* [Data shown]
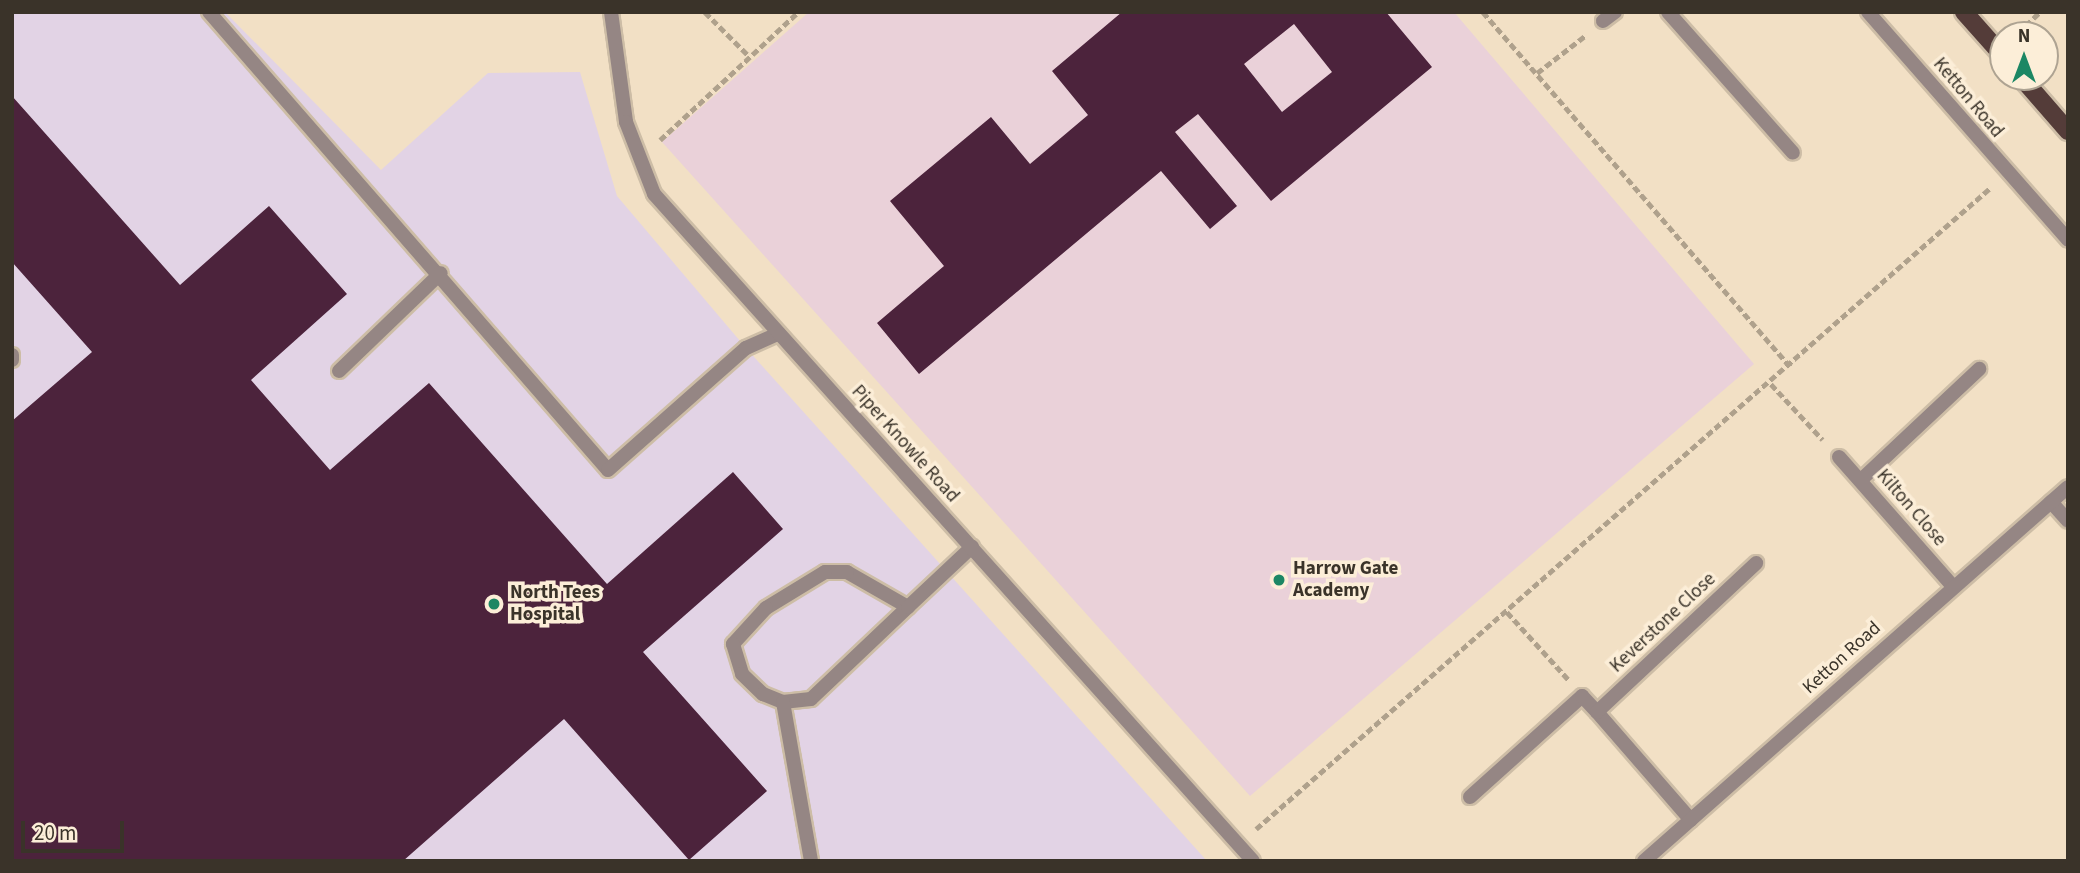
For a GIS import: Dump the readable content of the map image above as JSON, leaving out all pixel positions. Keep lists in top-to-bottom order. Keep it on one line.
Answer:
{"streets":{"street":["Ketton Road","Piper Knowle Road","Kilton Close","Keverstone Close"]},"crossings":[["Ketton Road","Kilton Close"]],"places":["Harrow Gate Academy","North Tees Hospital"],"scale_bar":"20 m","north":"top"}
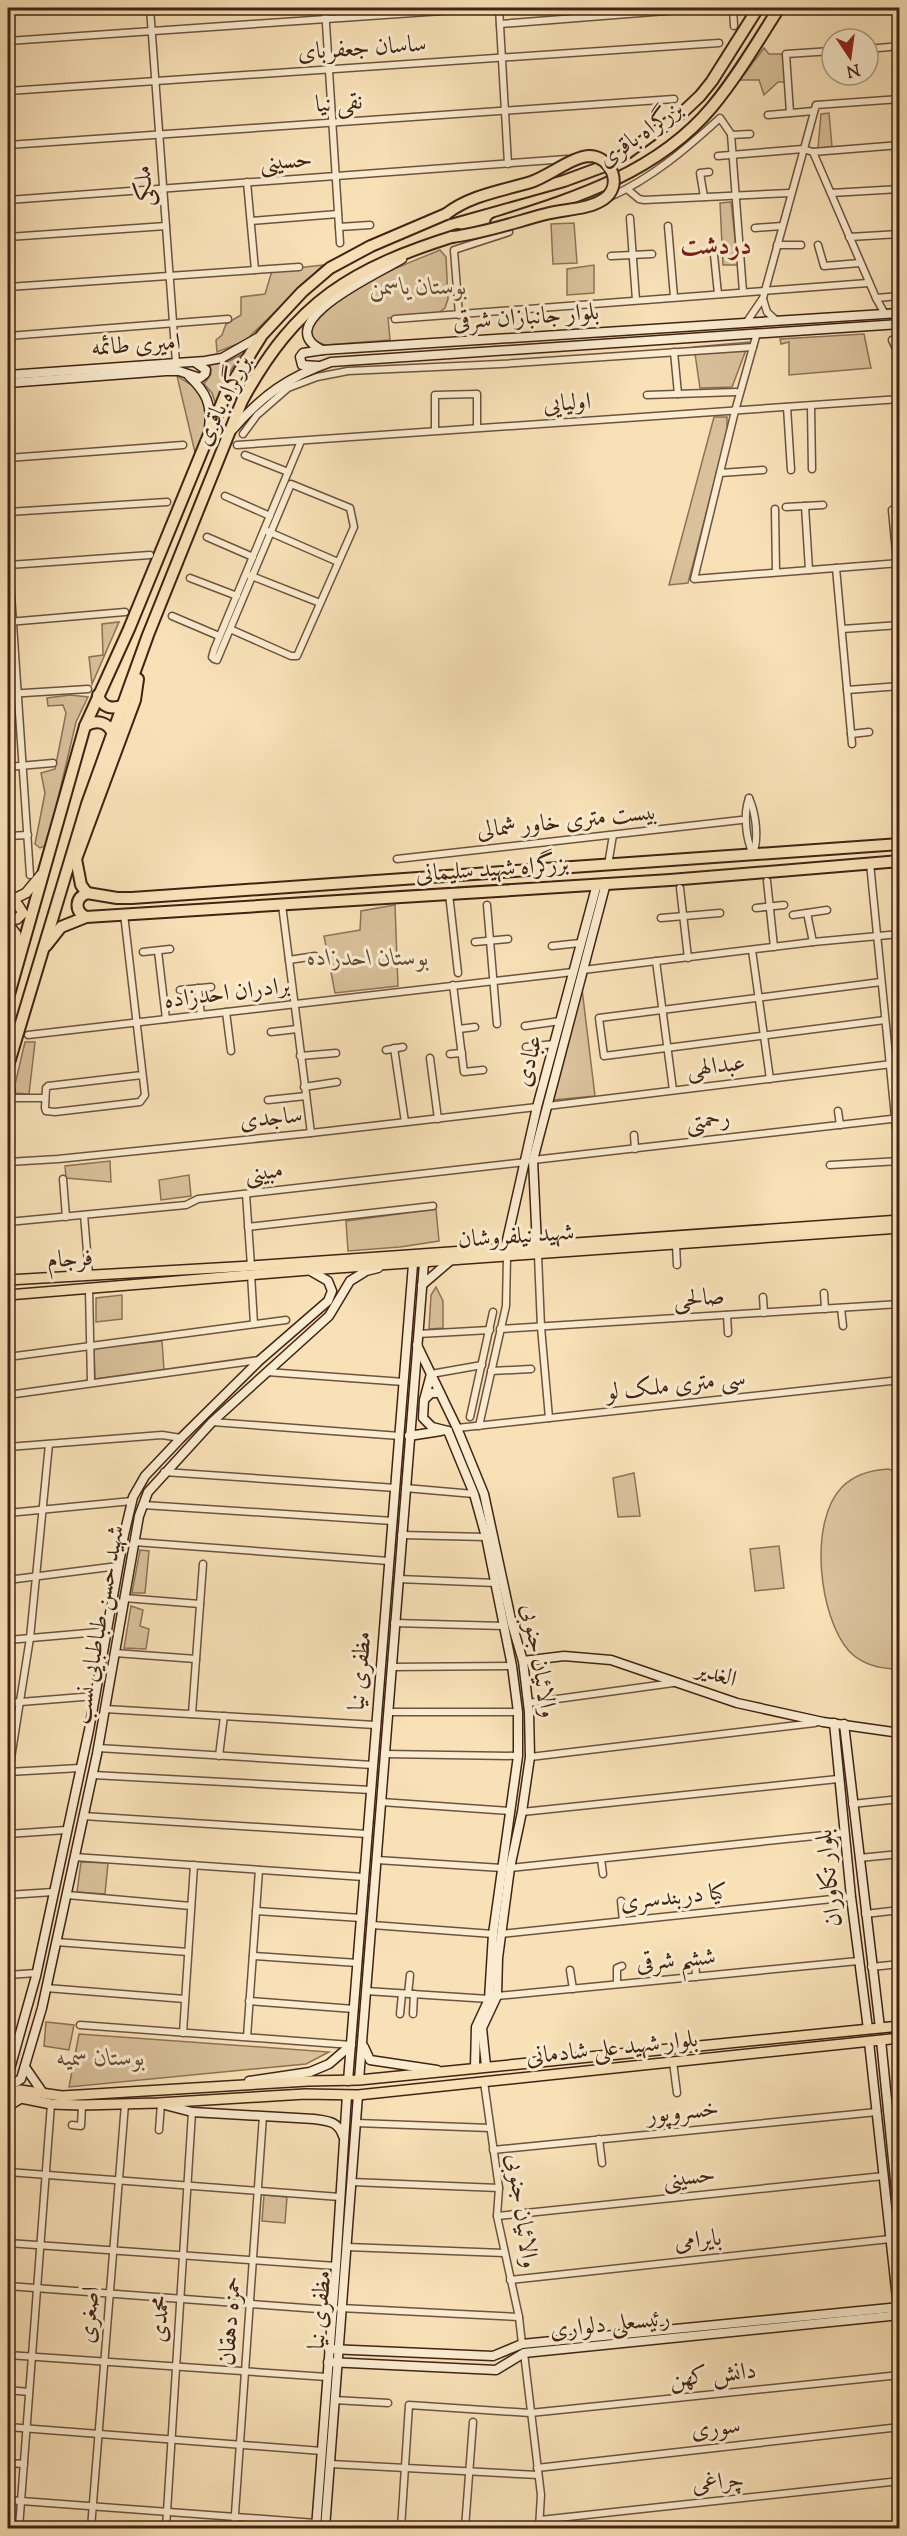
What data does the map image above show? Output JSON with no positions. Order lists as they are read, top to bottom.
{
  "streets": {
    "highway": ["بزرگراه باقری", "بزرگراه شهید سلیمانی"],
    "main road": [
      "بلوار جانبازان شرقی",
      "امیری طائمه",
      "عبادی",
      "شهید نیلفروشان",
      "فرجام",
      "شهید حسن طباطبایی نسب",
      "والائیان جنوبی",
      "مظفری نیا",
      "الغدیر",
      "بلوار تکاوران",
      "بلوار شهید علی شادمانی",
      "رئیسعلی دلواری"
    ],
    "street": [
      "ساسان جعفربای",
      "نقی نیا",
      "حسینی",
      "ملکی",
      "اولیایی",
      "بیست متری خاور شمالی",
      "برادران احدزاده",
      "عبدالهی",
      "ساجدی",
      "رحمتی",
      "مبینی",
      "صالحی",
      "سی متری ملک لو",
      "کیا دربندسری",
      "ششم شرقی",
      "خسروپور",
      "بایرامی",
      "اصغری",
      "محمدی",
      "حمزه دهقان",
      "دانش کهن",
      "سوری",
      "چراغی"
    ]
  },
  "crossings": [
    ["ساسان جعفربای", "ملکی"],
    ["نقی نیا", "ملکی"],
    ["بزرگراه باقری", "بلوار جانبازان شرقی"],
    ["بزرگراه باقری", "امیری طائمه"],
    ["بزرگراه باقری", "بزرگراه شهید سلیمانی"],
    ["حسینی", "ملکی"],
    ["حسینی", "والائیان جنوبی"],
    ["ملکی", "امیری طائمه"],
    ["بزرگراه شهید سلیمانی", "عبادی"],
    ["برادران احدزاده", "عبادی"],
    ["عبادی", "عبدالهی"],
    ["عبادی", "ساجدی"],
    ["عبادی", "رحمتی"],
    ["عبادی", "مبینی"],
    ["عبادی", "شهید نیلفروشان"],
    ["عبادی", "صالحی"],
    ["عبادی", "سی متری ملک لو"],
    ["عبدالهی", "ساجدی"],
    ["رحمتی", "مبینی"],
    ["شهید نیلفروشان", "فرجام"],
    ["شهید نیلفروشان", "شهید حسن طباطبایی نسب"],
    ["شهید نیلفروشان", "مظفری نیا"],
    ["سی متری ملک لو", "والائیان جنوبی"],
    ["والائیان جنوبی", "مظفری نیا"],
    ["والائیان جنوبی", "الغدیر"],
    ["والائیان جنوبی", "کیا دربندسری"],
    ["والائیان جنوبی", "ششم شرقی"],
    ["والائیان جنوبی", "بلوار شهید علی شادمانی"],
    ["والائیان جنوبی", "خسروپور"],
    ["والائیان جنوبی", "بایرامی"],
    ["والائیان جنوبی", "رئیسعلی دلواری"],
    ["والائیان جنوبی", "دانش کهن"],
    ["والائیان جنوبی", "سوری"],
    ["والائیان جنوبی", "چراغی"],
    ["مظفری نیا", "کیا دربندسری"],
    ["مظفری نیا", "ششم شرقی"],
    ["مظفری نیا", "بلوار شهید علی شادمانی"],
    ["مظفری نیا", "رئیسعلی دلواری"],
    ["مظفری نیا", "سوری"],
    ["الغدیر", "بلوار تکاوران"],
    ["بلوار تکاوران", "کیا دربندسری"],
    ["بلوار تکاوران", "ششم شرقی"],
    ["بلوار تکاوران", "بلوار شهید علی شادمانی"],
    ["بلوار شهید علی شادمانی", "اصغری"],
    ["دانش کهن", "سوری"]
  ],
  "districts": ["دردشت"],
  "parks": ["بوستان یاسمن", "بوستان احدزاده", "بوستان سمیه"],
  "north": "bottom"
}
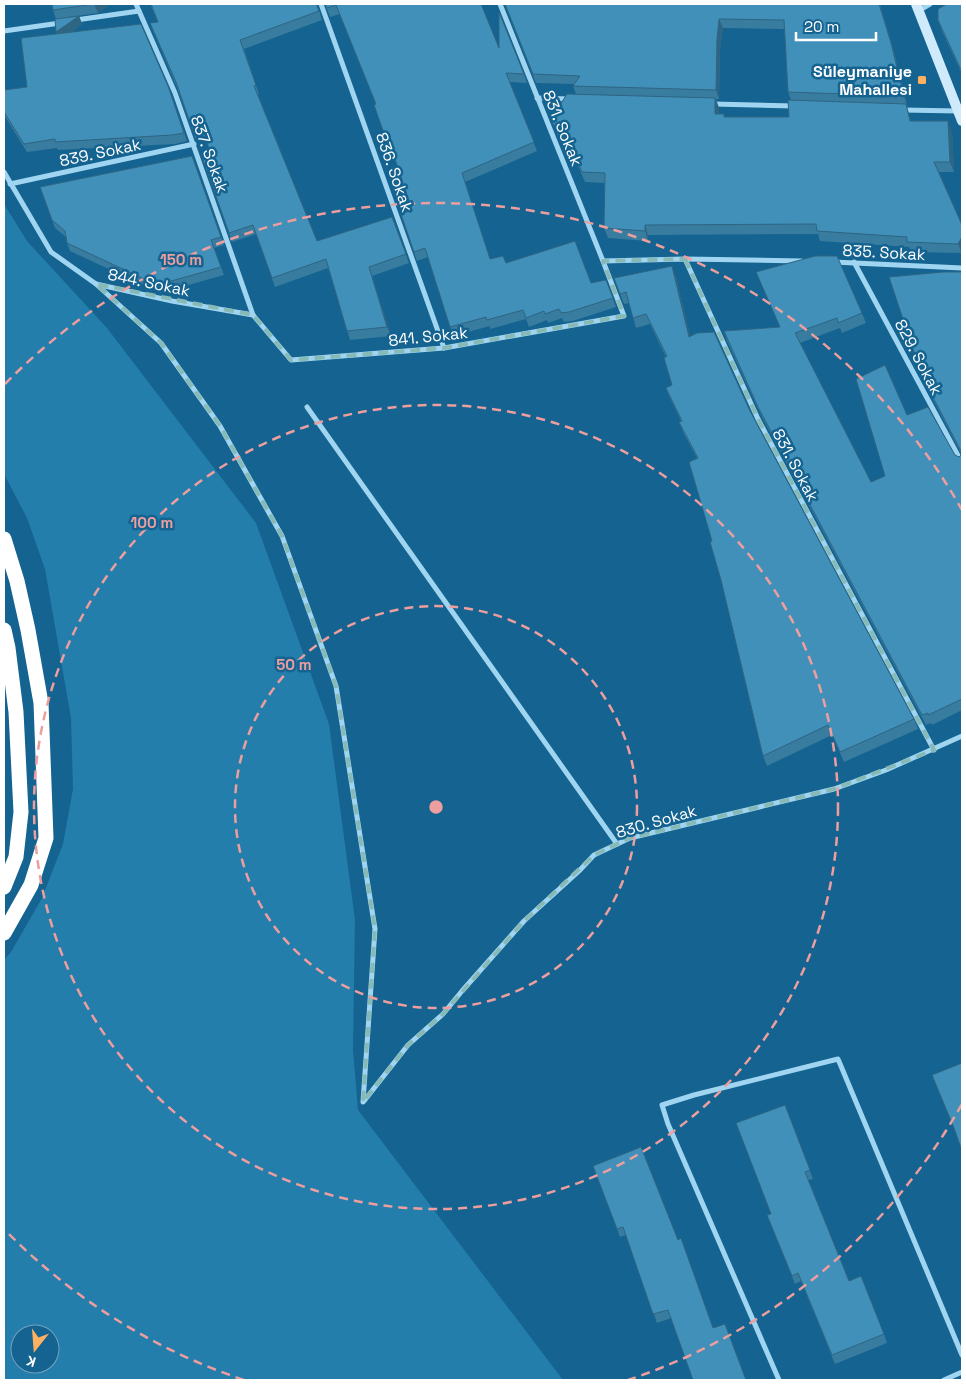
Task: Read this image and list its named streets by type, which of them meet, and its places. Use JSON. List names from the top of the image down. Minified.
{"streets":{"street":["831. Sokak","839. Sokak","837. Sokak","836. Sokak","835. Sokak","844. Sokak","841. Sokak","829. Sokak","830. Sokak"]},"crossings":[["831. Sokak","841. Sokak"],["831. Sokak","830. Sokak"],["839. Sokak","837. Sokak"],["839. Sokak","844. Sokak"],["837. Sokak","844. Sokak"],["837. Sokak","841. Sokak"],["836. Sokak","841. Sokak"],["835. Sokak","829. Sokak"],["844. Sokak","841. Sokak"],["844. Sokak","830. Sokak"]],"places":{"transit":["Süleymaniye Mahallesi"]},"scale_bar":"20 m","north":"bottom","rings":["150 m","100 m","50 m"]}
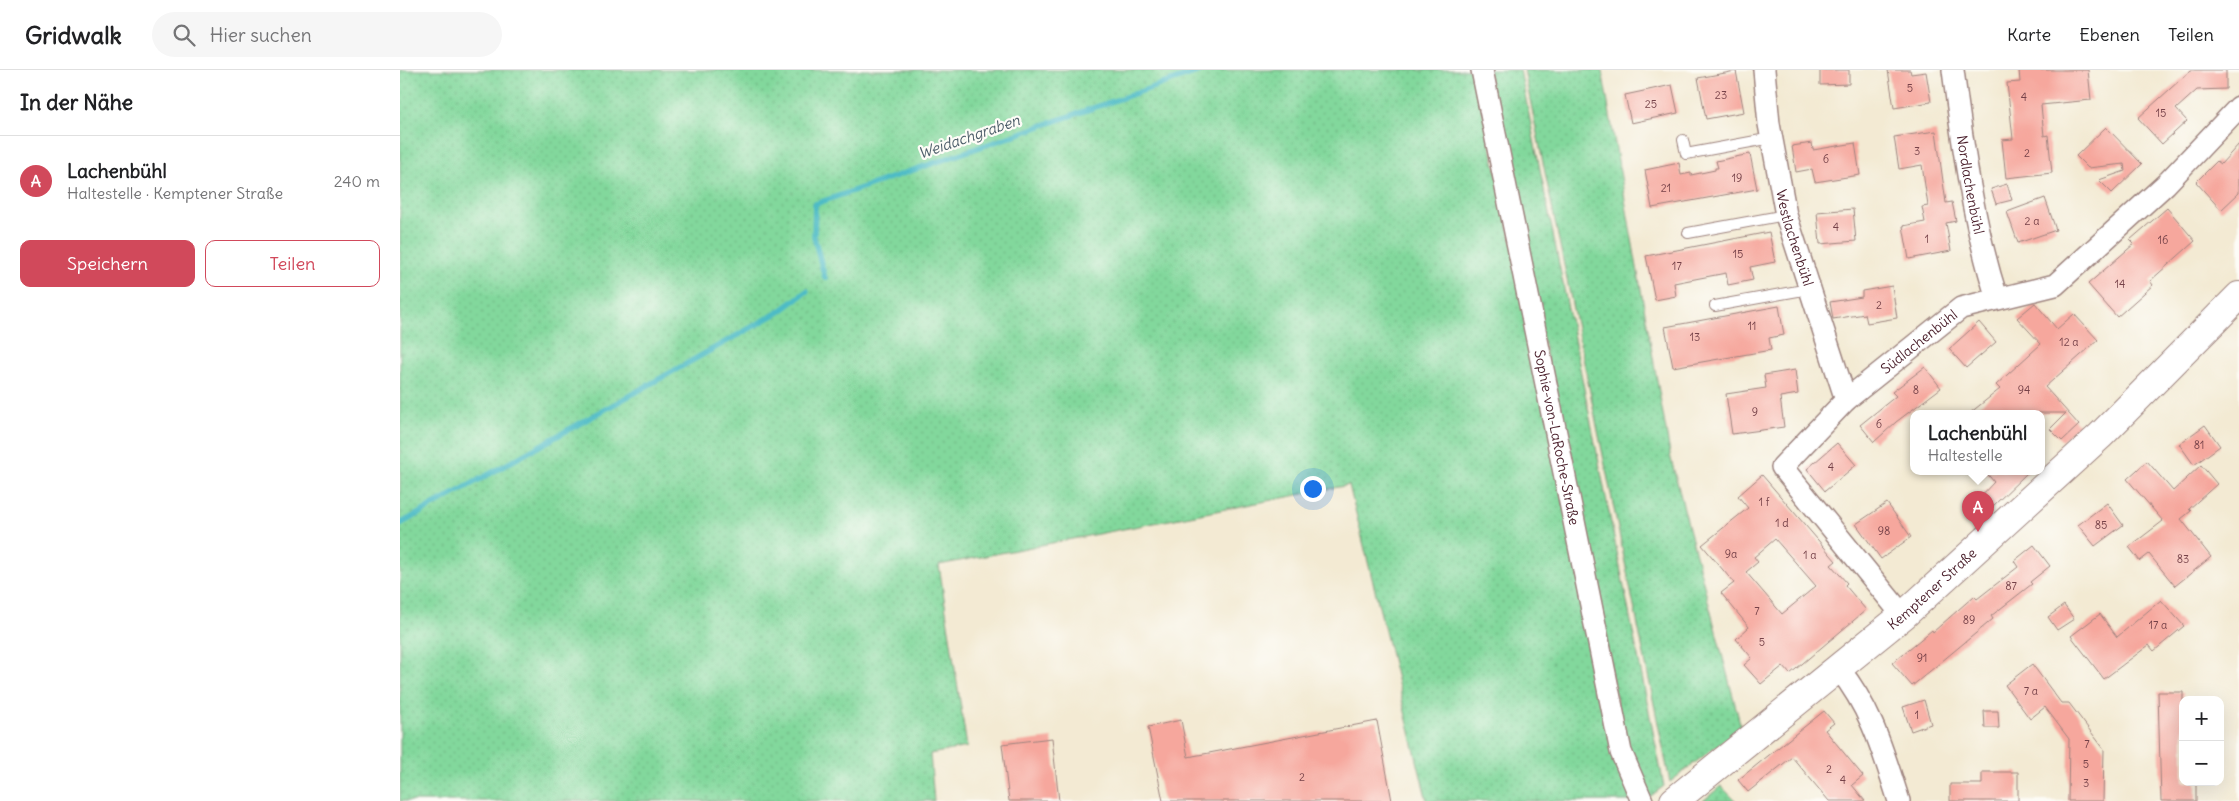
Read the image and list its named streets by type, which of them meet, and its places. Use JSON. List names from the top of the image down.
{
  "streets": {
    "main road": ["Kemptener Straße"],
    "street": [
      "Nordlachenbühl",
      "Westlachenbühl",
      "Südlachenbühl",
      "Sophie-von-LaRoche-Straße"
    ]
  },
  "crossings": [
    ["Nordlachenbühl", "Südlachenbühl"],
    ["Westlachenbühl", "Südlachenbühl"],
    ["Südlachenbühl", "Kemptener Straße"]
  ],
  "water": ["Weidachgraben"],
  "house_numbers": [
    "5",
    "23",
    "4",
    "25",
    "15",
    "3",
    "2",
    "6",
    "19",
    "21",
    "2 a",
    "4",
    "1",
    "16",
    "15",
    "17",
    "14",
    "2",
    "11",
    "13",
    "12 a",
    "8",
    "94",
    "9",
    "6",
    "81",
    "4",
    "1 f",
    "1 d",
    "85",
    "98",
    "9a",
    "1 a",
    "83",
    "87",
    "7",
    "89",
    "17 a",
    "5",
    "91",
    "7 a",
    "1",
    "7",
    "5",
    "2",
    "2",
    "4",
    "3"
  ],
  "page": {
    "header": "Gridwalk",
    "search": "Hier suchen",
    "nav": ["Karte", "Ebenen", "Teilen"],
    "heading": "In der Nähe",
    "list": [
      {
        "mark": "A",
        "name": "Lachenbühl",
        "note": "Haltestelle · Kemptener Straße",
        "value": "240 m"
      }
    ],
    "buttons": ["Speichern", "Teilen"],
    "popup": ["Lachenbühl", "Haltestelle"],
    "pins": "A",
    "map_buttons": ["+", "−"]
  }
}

* [Exercise goal]
Track down all lines above with the string "main" and copy them.

* [Solution to this problem]
    "main road": [
    "main road": ["Kemptener Straße"],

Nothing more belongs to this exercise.